Ponente
Descripción
Most cancer patients worldwide who undergo radiotherapy are treated with megavoltage X-rays, though other forms of radiation (such as protons or heavy ions) are being incorporated to clinics. In all these treatment types, the absorbed dose is the fundamental magnitude to determine the effects of ionising radiation on both normal or tumor living tissues. However, a single relationship between absorbed dose and biological effects is not available because the latter depend also on factors such as the treatment fractionation, the absorbed dose rate, the radiation quality, the tumor characteristics, the environment in which it evolves, and the endpoint considered (cell survival, chromosomal aberrations, molecular damage to DNA, etc.) In general, weighting factors, such as the relative biological effectiveness (RBE), are used together with the absorbed doses to define dosimetric quantities directly related to the biological effects [1].

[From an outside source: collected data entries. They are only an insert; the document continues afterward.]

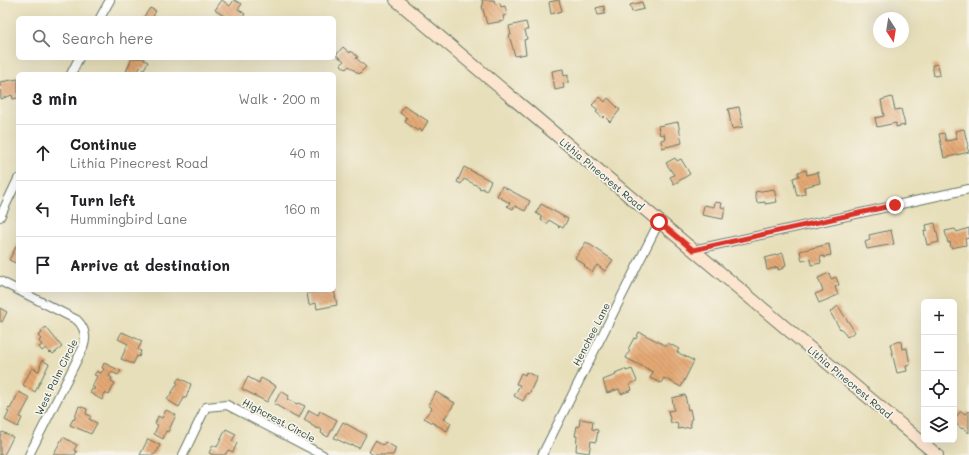 <!DOCTYPE html>
<meta charset="utf-8">
<style>
:root{--surface:#fff;--page:#f6f6f6;--text:#202124;--muted:#757577;--line:#e0e0e0}
body{margin:0;font-family:Mali,sans-serif;background:var(--page);color:var(--text)}
.controls{position:absolute;right:12px;bottom:12px;display:grid;overflow:hidden;border-radius:6px;box-shadow:0 4px 16px #0002}
.controls button{width:36px;height:36px;display:grid;place-items:center;padding:0;border:0;border-bottom:1px solid var(--line);background:var(--surface);color:var(--text);font:20px sans-serif}
.compass{position:absolute;left:873px;top:12px;width:36px;height:36px;border-radius:50%;background:var(--surface);box-shadow:0 4px 16px #0002;rotate:168deg}
.stop{position:absolute;width:12px;height:12px;margin:-9px;border:3px solid #d93025;border-radius:50%;background:#fff}
.stop.end{background:#d93025;border-color:#fff;box-shadow:0 1px 4px #0008}
.list{margin:0;padding:0;list-style:none}
h2{display:flex;justify-content:space-between;align-items:center;height:52px;margin:0;padding:0 16px;font-size:17px}
h2 small{font-size:13px;font-weight:400;color:var(--muted)}
.list li{display:grid;grid-template-columns:26px 1fr auto;gap:12px;align-items:center;box-sizing:border-box;height:56px;padding:0 16px;border-top:1px solid var(--line)}
.list b{display:block;font-size:15px;white-space:nowrap}
.list p{margin:0;font-size:13px;white-space:nowrap;color:var(--muted)}
.list em{font-size:13px;font-style:normal;color:var(--muted)}
.icon{flex:none;width:22px;height:22px;fill:none;stroke:currentColor;stroke-width:2;stroke-linecap:round;stroke-linejoin:round}
.map{position:relative;flex:none;width:969px;height:455px;overflow:hidden}
.search{position:absolute;background:var(--surface);box-shadow:0 4px 16px #0002;left:16px;top:16px;width:320px;height:44px;display:flex;align-items:center;gap:10px;box-sizing:border-box;padding:0 14px;border-radius:6px;color:var(--muted);font-size:15px}
.panel{position:absolute;background:var(--surface);box-shadow:0 4px 16px #0002;left:16px;top:72px;width:320px;height:220px;border-radius:6px}
.map>svg:first-child{display:block}
</style>
<div class="map">
<svg width="969" height="455" viewBox="0 0 969 455">
<defs>
<pattern id="building-back-hatch" width="6" height="6" patternUnits="userSpaceOnUse"><rect width="6" height="6" fill="#e5a975"/><path d="M-1 5l2 2M0 0l6 6M5-1l2 2" fill="none" stroke="#b98b61"/></pattern>
</defs>
<rect width="100%" height="100%" fill="#f7f3e8"/>
<filter id="ink" filterUnits="userSpaceOnUse"><feTurbulence type="fractalNoise" baseFrequency=".025" numOctaves="2"/><feDisplacementMap in="SourceGraphic" scale="8" xChannelSelector="R" yChannelSelector="G"/><feConvolveMatrix kernelMatrix="1 2 1 2 8 2 1 2 1" color-interpolation-filters="sRGB"/></filter>
<filter id="wash" filterUnits="userSpaceOnUse"><feTurbulence type="fractalNoise" baseFrequency=".012" numOctaves="4" result="noise"/><feDisplacementMap in="SourceGraphic" scale="16" xChannelSelector="R" yChannelSelector="G"/><feGaussianBlur stdDeviation="0.9" result="paint"/><feColorMatrix in="noise" values="0 0 0 0 0 0 0 0 0 0 0 0 0 0 0 0 0 1.4 0 .05"/><feComposite in="paint" operator="in"/></filter>
<g filter="url(#wash)">
<rect width="100%" height="100%" fill="#e7dfba"/>
<g id="blocks">
<g fill="url(#building-back-hatch)">
<path d="M222,0L230,6L234,0L242,4L238,9L245,14L242,18H227L215,10Z"/>
<path d="M482,0H494L495,4L500,3L501,7L505,6L507,15L503,16L504,21L487,24L482,6H483Z"/>
<path d="M559,0L562,11L551,14L549,2Z"/>
<path d="M642,2L644,9L632,12L630,5Z"/>
<path d="M604,6L605,14L598,15L596,8Z"/>
<path d="M150,8L156,11L153,16L157,18H143Z"/>
<path d="M526,22L528,30H525L527,39L524,40L526,54L515,56L509,35H511L509,26Z"/>
<path d="M343,47L350,53L351,51L358,57L356,58L366,67L359,74L349,66L346,69L341,65L344,61L336,55Z"/>
<path d="M132,58H144V60L148,62L144,69L140,67L137,74H129L126,72Z"/>
<path d="M938,64L940,75L934,76L932,65Z"/>
<path d="M563,69L564,76L568,75V83L563,84L564,88L555,90L552,71Z"/>
<path d="M18,79V98L13,99L12,95L1,99L0,82Z"/>
<path d="M600,97L605,102L608,98L620,110L610,122L604,116L603,118L596,112L598,110L592,105Z"/>
<path d="M892,97L895,110L901,109L905,125L896,127V123L877,127L875,118L884,116L881,100Z"/>
<path d="M404,106L428,121L422,131L419,129L418,131L405,122L407,118L400,113Z"/>
<path d="M739,107L743,127L732,129L728,109Z"/>
<path d="M678,122L682,143L662,148L661,140L665,139L664,134L660,135L658,126Z"/>
<path d="M964,129L968,146L967,147L969,152L944,158L939,134L944,133L946,141L957,139L955,131Z"/>
<path d="M675,158L677,161L681,159L690,174L674,184L670,177L674,175L666,163Z"/>
<path d="M464,167L491,181L486,191L482,188L481,189L479,188L480,187L464,179L461,184L457,182Z"/>
<path d="M806,170L807,175L818,172L820,183L804,187L805,194L797,196L793,178L799,176L798,172Z"/>
<path d="M502,186L530,201L525,211L515,206L513,209L507,206L510,203L497,196Z"/>
<path d="M774,189L777,202L765,204V202L757,203L755,192Z"/>
<path d="M715,202L722,203L721,207L725,208L723,219L702,215L704,205L714,207Z"/>
<path d="M541,204L568,219L563,228L560,226L559,228L558,227L559,226L549,220L547,224L541,220L542,217L536,213Z"/>
<path d="M935,223L939,242L927,245L924,231L927,230L926,225Z"/>
<path d="M969,228V238L965,239L966,245L951,248L950,242L948,243L945,231L955,229L957,232Z"/>
<path d="M891,230L894,244L867,249L865,242L870,240L869,235Z"/>
<path d="M586,242L613,260L605,271L597,265L592,272L584,266L585,265L575,258Z"/>
<path d="M18,243V264L9,260Z"/>
<path d="M829,244L831,255L826,256V257L825,258L824,256L820,257L821,263L811,265L810,259L802,261L800,251Z"/>
<path d="M783,253L786,265L784,266V268L778,270V267L767,270L765,258Z"/>
<path d="M829,273L831,279L836,277L839,285L835,287L838,295L819,303L815,294L823,291L818,278Z"/>
<path d="M326,290H334L337,305L317,309L316,303L309,305L307,293Z"/>
<path d="M838,306L855,332L847,337L841,328L840,329L830,312Z"/>
<path d="M0,308L7,312L2,322L0,321Z"/>
<path d="M46,327L62,347L53,354L51,352L50,353L46,348L42,351L39,347L42,345L39,341L41,339L38,336L42,333L41,331Z"/>
<path d="M122,332L142,341L138,350L141,351L139,357L137,356L133,364L121,359L128,344L118,339Z"/>
<path d="M639,332L667,346L668,343L679,349L677,352L694,361L681,387L664,378L661,383L650,378L653,372L626,358L630,350L628,349L634,338L636,339Z"/>
<path d="M901,341L902,349L907,348L910,365L906,366L907,371L897,373L890,344Z"/>
<path d="M42,360L49,364L35,392L23,385L32,368L39,371Z"/>
<path d="M104,363L121,371L118,375L111,372L109,376L112,378L111,381L115,383L109,395L105,393L102,400L90,393L92,389L94,390L95,388L92,387L97,376L94,375L97,371L101,373L104,369L102,368Z"/>
<path d="M625,369L626,371L632,369L637,381L630,384L632,390L621,394L619,389L607,393L603,380L616,375L615,373Z"/>
<path d="M526,372L537,377L529,394L527,393L523,401L514,396L520,385L516,384L521,373L525,375Z"/>
<path d="M248,377L259,383L261,378L276,386L267,402L242,389Z"/>
<path d="M179,378L191,384L186,398H184L179,407L167,400L178,383L176,382Z"/>
<path d="M281,391L289,396L287,399L297,404L298,403L305,406L299,418L274,404Z"/>
<path d="M19,392L30,398L20,417L22,418L18,427L5,420L9,412L7,411L9,408L10,409Z"/>
<path d="M436,392L455,403L444,419L451,423L447,431L424,418L432,408L428,405Z"/>
<path d="M685,395L688,410L690,409L692,419L690,420L691,427L678,429L677,422L671,423L668,411L674,410L672,398Z"/>
<path d="M79,406L87,409L86,414L91,416L89,419L97,423L91,434L70,425L73,419L74,420Z"/>
<path d="M166,410L176,415L168,432L166,431L163,439L154,434L158,425L155,424L158,416L162,418Z"/>
<path d="M309,410L318,415L320,411L337,420L328,437L321,433L322,430L319,428L318,429L311,425V424L304,420Z"/>
<path d="M961,411L965,414L968,411L969,412V433L963,428L962,429L954,422V419Z"/>
<path d="M580,419L593,421L592,429L598,430L596,442L591,441L589,453L576,451L577,436H575L577,426L579,427Z"/>
<path d="M343,422L366,435L359,448L352,445L351,446L334,438Z"/>
<path d="M226,429L236,434L232,441L237,443L233,452L228,450L225,455H214L209,453L213,445L217,447Z"/>
<path d="M2,432L13,437L5,453L3,455H0V436Z"/>
<path d="M63,437L77,445L74,450L77,452L75,455H53Z"/>
<path d="M148,439L160,445L158,450L154,455H140Z"/>
<path d="M375,441L383,445L385,442L396,448L393,455H374L369,452Z"/>
</g>
</g>
</g>
<g filter="url(#ink)">
<use href="#blocks" fill-opacity="0" stroke="#657663" stroke-width="1"/>
<g fill="none" stroke-linecap="round" stroke-linejoin="round">
<g stroke="#657663" stroke-width="10">
<g id="street">
<path d="M100,18L110,0"/>
<path d="M71,74L79,58"/>
<path d="M0,217L18,179"/>
<path d="M693,250L969,189"/>
<path d="M0,281L77,320C85,328 87,338 83,348L29,455"/>
<path d="M183,455L206,407L227,405L323,455"/>
<path d="M542,455L659,222"/>
</g>
</g>
<g stroke="#657663" stroke-width="14">
<path id="secondary" d="M396,0L937,455"/>
</g>
<use href="#street" stroke="#fff" stroke-width="8"/>
<use href="#secondary" stroke="#fce5cf" stroke-width="12"/>
</g>
</g>
<g fill="none" stroke-linecap="round" stroke-linejoin="round" filter="url(#ink)">
<path stroke="#d93025" stroke-width="5" d="M659,222L693,250L895,205"/>
</g>
<g text-anchor="middle" dominant-baseline="central" stroke-width="3.5" stroke-linejoin="round" paint-order="stroke">
<g font-size="10" fill="#1f3d34" stroke="#f7f3e8">
<text transform="translate(602 174) rotate(40)">Lithia Pinecrest Road</text>
<text transform="translate(591 334) rotate(-63)">Henchee Lane</text>
<text transform="translate(56 377) rotate(-64)">West Palm Circle</text>
<text transform="translate(850 382) rotate(40)">Lithia Pinecrest Road</text>
<text transform="translate(279 420) rotate(28)">Highcrest Circle</text>
</g>
</g>
</svg>
<div class="controls">
<button>+</button>
<button>−</button>
<button><svg class="icon" aria-label="locate" viewBox="0 0 24 24"><circle cx="12" cy="12" r="6"/><path d="M12 2v4M12 18v4M2 12h4M18 12h4"/></svg></button>
<button><svg class="icon" aria-label="layers" viewBox="0 0 24 24"><path d="M12 4l9 5-9 5-9-5zM3 14l9 5 9-5"/></svg></button>
</div>
<svg class="compass" viewBox="-18 -18 36 36"><path d="M0-13l5 13h-10z" fill="#e53935"/><path d="M0 13l5-13h-10z" fill="#757577"/></svg>
<div class="stop" style="left:659px;top:222px"></div>
<div class="stop end" style="left:895px;top:205px"></div>
<div class="search"><svg class="icon" aria-label="search" viewBox="0 0 24 24"><circle cx="10" cy="10" r="6"/><path d="M15 15l6 6"/></svg>Search here</div>
<section class="panel">
<h2>3 min<small>Walk · 200 m</small></h2>
<ul class="list">
<li><svg class="icon" aria-label="ahead" viewBox="0 0 24 24"><path d="M12 20V5M6 11l6-6 6 6"/></svg><div><b>Continue</b><p>Lithia Pinecrest Road</p></div><em>40 m</em></li>
<li><svg class="icon" aria-label="left" viewBox="0 0 24 24"><path d="M17 20v-9H6M10 6l-5 5 5 5"/></svg><div><b>Turn left</b><p>Hummingbird Lane</p></div><em>160 m</em></li>
<li><svg class="icon" aria-label="arrive" viewBox="0 0 24 24"><path d="M6 21V4h12l-3 4 3 4H6"/></svg><div><b>Arrive at destination</b></div></li>
</ul>
</section>
</div>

High-energy beams produce neutrons that may increase the dose absorbed to tissues outside the target volume and compromise critical organs with acute toxicity and late complications in treated patients. Due to the high RBE of neutrons, small neutron doses can be relevant for cancer induction. However, the uncertainties are currently too large. Besides neutron RBE is energy dependent [2] and there is a need to improve our understanding of this relationship, which also affects the radiation protection standards [3,4] and is strongly related to the data adopted for the assessment [5].
The IFMIF-DONES project is an excellent opportunity to expand our knowledge about neutron RBE. It also could provide the possibility to study cell response to both neutrons and deuterons at the energies that will be available.
In conclusion, the study of the response of cell cultures to irradiation provides valuable information that can be transferred to clinical practice. The neutron and deuteron beams that would be available at the IFMIF-DONES facility will open the possibility of analyzing situations in this respect that have never been investigated before. Cell culture irradiation and measurement of different endpoints could be carried out. The study with the new beams provided by IFMIF-DONES would complete the radiobiological information obtained by using the electron clinical accelerators of the nearby hospitals, as well as the X-ray irradiation facilities available at CAN or CIC-UGR.
[1] IAEA, TRS-461. Relative biological effectiveness in ion beam therapy. International Atomic Energy Agency. Vienna : 2008.
[2] G Baiocco, S Barbieri, G Babini, et al. The origin of neutron biological effectiveness as a function of energy. Sci Rep 2016;6:34033.
[3] ICRP. 1990 Recommendations of the International Commission on Radiological Protection. ICRP Publication 60. Ann ICRP 1991;21 (1-3).
[4] ICRP. Relative Biological Effectiveness (RBE), Quality Factor (Q), and Radiation Weighting Factor (wR). ICRP Publication 92. Ann ICRP 2003;33 (4).
[5] NRC Regulations Title 10, Code of Federal Regulations: 10 CFR. 20.1004 (2014).